Dataset entries:
----------
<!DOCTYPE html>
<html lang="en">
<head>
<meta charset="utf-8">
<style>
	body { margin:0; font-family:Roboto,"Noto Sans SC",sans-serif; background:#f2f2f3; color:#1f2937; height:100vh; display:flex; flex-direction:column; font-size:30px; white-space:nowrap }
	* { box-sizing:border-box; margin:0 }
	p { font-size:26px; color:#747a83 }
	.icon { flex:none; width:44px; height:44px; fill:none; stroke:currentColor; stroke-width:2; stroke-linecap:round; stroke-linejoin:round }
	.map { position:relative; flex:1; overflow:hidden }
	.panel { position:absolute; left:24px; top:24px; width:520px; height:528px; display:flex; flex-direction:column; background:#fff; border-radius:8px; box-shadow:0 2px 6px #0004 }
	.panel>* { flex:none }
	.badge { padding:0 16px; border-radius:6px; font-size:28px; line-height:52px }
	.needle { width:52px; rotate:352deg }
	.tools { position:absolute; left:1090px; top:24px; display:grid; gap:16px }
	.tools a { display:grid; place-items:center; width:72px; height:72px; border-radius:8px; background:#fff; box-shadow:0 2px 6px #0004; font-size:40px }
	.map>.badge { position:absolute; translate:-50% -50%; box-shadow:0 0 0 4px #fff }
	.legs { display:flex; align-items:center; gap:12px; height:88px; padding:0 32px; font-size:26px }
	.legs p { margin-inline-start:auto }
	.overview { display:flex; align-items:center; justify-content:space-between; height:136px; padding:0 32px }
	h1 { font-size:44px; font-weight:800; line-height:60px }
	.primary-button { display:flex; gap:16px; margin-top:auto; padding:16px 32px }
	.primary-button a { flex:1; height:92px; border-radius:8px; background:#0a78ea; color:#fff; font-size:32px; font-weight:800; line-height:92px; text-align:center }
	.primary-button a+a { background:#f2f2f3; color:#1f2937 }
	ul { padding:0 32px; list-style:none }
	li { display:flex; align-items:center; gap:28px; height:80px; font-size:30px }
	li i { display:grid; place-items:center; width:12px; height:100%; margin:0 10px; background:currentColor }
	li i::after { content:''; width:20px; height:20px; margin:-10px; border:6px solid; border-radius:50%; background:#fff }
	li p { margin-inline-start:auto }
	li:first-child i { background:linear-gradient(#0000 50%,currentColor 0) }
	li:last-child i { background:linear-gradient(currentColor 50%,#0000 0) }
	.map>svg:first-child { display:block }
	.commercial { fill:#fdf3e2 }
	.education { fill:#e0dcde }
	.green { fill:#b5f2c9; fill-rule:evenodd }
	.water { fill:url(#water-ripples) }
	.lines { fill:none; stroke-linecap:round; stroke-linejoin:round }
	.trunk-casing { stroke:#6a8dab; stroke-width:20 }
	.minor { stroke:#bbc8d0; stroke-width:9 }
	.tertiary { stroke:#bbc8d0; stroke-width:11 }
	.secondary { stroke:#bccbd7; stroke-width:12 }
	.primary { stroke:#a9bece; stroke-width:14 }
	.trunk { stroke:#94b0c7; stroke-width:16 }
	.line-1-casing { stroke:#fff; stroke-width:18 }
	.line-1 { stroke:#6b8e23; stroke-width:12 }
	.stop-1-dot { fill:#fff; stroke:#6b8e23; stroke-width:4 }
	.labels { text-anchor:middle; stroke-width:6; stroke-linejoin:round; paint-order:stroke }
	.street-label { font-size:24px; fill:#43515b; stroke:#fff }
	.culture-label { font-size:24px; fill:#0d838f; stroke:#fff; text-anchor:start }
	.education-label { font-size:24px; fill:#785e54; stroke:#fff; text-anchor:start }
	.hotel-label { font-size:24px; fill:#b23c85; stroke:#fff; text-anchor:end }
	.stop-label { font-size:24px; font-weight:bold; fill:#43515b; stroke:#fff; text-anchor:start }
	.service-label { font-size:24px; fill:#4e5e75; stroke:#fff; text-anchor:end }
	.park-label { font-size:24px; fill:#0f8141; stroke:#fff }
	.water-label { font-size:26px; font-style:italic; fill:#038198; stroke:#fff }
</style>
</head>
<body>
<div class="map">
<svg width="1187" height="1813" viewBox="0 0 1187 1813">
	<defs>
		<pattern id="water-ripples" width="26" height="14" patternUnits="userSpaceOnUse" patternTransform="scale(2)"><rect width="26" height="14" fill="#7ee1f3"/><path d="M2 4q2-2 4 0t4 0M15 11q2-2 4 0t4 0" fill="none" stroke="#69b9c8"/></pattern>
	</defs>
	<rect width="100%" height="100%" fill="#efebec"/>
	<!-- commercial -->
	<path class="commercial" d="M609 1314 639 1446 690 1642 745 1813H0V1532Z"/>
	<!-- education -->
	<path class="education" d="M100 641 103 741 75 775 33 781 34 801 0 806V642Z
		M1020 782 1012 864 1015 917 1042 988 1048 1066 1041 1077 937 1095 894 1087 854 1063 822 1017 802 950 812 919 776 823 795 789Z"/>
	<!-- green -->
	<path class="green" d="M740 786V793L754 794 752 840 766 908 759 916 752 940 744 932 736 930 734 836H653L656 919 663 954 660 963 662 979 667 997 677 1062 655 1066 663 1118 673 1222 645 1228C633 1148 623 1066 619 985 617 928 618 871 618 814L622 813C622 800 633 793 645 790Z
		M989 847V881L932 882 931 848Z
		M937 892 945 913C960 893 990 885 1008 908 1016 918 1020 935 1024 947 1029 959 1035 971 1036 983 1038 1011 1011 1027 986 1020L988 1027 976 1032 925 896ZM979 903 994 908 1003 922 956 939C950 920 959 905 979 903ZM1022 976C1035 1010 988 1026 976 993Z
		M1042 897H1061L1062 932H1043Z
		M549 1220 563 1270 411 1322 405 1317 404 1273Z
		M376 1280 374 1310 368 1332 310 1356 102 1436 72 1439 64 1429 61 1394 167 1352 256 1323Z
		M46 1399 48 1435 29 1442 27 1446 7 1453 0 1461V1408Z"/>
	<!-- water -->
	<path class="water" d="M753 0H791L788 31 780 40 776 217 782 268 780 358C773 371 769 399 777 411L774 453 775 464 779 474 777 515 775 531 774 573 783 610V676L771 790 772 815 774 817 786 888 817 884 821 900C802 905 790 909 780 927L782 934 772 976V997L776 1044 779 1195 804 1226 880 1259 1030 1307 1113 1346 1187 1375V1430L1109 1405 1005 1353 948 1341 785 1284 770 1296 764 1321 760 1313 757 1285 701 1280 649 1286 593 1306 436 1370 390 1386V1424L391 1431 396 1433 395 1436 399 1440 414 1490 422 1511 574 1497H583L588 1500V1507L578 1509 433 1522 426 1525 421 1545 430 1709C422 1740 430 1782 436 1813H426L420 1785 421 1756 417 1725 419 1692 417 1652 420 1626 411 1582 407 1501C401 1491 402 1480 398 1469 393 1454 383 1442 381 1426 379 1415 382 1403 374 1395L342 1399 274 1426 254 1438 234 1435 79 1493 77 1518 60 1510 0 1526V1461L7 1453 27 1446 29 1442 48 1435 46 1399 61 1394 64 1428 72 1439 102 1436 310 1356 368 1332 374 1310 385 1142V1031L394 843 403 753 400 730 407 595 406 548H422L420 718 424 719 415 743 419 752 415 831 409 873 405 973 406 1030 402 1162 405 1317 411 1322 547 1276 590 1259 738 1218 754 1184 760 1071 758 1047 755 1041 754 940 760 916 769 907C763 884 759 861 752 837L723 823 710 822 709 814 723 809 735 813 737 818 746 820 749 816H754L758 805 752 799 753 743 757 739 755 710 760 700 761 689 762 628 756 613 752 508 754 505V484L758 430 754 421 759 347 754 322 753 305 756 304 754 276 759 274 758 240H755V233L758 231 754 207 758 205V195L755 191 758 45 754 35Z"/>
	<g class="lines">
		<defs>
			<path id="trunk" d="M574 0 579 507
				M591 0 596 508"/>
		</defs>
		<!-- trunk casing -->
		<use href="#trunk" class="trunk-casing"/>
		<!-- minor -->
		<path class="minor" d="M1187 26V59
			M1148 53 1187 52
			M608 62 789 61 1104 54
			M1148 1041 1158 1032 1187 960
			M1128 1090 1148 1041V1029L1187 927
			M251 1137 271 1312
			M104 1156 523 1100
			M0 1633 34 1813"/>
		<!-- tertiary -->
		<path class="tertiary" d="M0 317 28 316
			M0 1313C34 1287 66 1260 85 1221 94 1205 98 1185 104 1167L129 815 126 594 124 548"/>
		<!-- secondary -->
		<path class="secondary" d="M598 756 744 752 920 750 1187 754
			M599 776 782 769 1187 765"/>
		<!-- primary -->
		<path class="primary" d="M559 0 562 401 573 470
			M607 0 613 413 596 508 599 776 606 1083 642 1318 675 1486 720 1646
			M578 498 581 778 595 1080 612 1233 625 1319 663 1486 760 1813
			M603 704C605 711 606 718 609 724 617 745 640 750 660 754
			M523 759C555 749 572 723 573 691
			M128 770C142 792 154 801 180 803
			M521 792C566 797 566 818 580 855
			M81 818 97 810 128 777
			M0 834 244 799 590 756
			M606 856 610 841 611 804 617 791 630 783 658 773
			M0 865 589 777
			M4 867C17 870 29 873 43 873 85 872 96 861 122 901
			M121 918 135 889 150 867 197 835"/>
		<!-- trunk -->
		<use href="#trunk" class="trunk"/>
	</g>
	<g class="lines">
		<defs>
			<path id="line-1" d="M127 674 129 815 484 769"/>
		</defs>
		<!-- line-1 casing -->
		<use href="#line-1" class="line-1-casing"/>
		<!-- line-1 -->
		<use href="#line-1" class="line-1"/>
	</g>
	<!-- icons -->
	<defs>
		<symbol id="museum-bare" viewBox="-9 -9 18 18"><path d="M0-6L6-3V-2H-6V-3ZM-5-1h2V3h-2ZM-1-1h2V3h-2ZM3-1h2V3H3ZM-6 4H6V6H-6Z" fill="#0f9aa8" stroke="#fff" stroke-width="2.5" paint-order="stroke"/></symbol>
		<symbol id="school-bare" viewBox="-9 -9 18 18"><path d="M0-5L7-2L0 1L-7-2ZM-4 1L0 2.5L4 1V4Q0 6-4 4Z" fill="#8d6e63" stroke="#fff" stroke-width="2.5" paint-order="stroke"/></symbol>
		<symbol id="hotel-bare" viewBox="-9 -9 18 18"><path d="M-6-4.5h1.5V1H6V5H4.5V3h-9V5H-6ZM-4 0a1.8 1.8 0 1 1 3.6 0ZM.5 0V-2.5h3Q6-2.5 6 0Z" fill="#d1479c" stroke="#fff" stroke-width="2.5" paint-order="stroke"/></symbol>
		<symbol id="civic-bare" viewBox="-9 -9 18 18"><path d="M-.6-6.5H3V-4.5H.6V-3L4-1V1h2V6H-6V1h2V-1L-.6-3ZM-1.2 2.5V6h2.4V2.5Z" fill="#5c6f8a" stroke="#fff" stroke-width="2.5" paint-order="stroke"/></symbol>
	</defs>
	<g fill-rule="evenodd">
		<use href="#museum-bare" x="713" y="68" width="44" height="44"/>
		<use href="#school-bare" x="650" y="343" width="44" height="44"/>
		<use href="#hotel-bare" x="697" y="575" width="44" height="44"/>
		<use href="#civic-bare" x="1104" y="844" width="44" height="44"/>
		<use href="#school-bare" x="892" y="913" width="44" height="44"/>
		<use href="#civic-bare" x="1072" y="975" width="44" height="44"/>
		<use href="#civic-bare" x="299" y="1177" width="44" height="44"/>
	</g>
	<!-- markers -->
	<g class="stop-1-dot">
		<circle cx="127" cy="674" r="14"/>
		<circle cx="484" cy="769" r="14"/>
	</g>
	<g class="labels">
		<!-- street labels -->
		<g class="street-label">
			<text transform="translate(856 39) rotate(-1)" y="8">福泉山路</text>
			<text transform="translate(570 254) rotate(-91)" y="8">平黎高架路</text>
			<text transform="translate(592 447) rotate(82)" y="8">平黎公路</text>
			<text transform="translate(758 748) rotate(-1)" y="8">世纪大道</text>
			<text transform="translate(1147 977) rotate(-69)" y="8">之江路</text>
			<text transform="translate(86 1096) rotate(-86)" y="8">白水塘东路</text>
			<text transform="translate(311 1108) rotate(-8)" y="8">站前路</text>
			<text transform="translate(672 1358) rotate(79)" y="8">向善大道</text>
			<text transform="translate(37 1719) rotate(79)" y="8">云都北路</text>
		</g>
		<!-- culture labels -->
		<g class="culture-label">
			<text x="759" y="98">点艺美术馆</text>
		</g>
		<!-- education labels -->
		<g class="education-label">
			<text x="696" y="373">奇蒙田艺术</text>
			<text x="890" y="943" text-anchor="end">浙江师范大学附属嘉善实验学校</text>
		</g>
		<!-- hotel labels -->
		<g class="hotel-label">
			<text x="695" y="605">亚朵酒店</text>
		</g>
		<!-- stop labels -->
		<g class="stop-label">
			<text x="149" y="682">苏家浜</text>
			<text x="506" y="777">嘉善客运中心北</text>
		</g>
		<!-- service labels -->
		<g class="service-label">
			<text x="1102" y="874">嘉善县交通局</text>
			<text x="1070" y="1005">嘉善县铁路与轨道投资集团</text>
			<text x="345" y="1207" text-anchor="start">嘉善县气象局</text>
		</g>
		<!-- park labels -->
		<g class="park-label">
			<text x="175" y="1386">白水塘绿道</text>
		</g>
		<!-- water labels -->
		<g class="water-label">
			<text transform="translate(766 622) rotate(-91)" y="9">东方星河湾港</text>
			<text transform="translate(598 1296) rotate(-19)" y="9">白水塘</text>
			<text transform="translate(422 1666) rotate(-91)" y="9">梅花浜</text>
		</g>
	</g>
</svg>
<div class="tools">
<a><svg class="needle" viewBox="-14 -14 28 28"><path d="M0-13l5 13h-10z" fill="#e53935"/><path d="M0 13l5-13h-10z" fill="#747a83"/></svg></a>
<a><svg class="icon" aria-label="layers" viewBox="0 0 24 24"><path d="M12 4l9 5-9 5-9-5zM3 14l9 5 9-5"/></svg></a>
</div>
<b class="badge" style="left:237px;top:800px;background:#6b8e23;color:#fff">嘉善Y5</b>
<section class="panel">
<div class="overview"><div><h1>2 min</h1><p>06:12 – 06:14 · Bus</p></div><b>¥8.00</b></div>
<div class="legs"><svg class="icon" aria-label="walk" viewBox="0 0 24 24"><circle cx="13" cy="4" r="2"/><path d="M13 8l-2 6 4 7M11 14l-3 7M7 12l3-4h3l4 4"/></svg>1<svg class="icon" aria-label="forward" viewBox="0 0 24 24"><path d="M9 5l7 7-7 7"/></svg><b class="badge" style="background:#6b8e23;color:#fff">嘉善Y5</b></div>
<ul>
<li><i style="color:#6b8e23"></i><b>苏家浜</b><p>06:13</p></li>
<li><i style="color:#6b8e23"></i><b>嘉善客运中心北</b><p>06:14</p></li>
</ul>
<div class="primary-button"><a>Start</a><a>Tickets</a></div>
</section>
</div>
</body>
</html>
----------
→ **About this task**
In the entries, find every line holding "linecap" and copy it.

→ **Solved problem**
	.icon { flex:none; width:44px; height:44px; fill:none; stroke:currentColor; stroke-width:2; stroke-linecap:round; stroke-linejoin:round }
	.lines { fill:none; stroke-linecap:round; stroke-linejoin:round }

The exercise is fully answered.